> _TO DO_:
Word for word, reproduce each entry.

[Saved entries]
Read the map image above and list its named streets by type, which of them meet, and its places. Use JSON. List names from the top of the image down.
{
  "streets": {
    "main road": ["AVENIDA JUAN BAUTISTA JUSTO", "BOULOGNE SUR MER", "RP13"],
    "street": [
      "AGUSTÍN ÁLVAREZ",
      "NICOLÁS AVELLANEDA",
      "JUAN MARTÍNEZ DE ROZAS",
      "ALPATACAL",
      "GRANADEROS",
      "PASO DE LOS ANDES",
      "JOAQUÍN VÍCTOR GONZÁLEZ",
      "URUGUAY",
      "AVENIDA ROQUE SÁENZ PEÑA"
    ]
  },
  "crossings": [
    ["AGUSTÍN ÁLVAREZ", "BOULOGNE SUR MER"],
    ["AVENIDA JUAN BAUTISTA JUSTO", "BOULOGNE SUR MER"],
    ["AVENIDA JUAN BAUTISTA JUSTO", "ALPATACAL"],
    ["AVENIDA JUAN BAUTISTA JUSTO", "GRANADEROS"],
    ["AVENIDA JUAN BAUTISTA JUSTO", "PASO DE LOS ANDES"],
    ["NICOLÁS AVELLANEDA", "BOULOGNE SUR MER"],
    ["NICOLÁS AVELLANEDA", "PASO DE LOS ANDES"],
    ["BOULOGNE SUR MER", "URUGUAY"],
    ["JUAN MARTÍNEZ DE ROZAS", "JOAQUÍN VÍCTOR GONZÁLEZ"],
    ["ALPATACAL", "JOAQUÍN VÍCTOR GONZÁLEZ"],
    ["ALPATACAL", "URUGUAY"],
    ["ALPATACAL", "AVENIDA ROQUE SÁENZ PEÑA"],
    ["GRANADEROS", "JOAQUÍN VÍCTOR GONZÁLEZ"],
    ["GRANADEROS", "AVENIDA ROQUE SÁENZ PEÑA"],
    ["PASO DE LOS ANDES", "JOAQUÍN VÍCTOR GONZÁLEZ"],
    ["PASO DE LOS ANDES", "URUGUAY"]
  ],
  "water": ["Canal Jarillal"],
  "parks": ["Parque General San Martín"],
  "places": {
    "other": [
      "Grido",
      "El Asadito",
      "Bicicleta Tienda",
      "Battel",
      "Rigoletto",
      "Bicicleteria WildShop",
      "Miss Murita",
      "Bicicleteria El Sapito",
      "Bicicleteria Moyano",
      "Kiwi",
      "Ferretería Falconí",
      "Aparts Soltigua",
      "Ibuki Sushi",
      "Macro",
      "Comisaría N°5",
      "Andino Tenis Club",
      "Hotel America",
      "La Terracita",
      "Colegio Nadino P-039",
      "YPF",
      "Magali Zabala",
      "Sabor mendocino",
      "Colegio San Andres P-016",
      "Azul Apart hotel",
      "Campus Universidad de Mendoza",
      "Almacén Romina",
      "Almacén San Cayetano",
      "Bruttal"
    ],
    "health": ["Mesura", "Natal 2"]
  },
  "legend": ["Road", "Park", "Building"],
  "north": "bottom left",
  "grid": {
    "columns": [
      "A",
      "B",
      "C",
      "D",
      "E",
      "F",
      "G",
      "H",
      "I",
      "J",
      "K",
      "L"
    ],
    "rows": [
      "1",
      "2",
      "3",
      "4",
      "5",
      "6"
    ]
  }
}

> _YOUR RESPONSE_:
Read the map image above and list its named streets by type, which of them meet, and its places. Use JSON. List names from the top of the image down.
{
  "streets": {
    "main road": ["AVENIDA JUAN BAUTISTA JUSTO", "BOULOGNE SUR MER", "RP13"],
    "street": [
      "AGUSTÍN ÁLVAREZ",
      "NICOLÁS AVELLANEDA",
      "JUAN MARTÍNEZ DE ROZAS",
      "ALPATACAL",
      "GRANADEROS",
      "PASO DE LOS ANDES",
      "JOAQUÍN VÍCTOR GONZÁLEZ",
      "URUGUAY",
      "AVENIDA ROQUE SÁENZ PEÑA"
    ]
  },
  "crossings": [
    ["AGUSTÍN ÁLVAREZ", "BOULOGNE SUR MER"],
    ["AVENIDA JUAN BAUTISTA JUSTO", "BOULOGNE SUR MER"],
    ["AVENIDA JUAN BAUTISTA JUSTO", "ALPATACAL"],
    ["AVENIDA JUAN BAUTISTA JUSTO", "GRANADEROS"],
    ["AVENIDA JUAN BAUTISTA JUSTO", "PASO DE LOS ANDES"],
    ["NICOLÁS AVELLANEDA", "BOULOGNE SUR MER"],
    ["NICOLÁS AVELLANEDA", "PASO DE LOS ANDES"],
    ["BOULOGNE SUR MER", "URUGUAY"],
    ["JUAN MARTÍNEZ DE ROZAS", "JOAQUÍN VÍCTOR GONZÁLEZ"],
    ["ALPATACAL", "JOAQUÍN VÍCTOR GONZÁLEZ"],
    ["ALPATACAL", "URUGUAY"],
    ["ALPATACAL", "AVENIDA ROQUE SÁENZ PEÑA"],
    ["GRANADEROS", "JOAQUÍN VÍCTOR GONZÁLEZ"],
    ["GRANADEROS", "AVENIDA ROQUE SÁENZ PEÑA"],
    ["PASO DE LOS ANDES", "JOAQUÍN VÍCTOR GONZÁLEZ"],
    ["PASO DE LOS ANDES", "URUGUAY"]
  ],
  "water": ["Canal Jarillal"],
  "parks": ["Parque General San Martín"],
  "places": {
    "other": [
      "Grido",
      "El Asadito",
      "Bicicleta Tienda",
      "Battel",
      "Rigoletto",
      "Bicicleteria WildShop",
      "Miss Murita",
      "Bicicleteria El Sapito",
      "Bicicleteria Moyano",
      "Kiwi",
      "Ferretería Falconí",
      "Aparts Soltigua",
      "Ibuki Sushi",
      "Macro",
      "Comisaría N°5",
      "Andino Tenis Club",
      "Hotel America",
      "La Terracita",
      "Colegio Nadino P-039",
      "YPF",
      "Magali Zabala",
      "Sabor mendocino",
      "Colegio San Andres P-016",
      "Azul Apart hotel",
      "Campus Universidad de Mendoza",
      "Almacén Romina",
      "Almacén San Cayetano",
      "Bruttal"
    ],
    "health": ["Mesura", "Natal 2"]
  },
  "legend": ["Road", "Park", "Building"],
  "north": "bottom left",
  "grid": {
    "columns": [
      "A",
      "B",
      "C",
      "D",
      "E",
      "F",
      "G",
      "H",
      "I",
      "J",
      "K",
      "L"
    ],
    "rows": [
      "1",
      "2",
      "3",
      "4",
      "5",
      "6"
    ]
  }
}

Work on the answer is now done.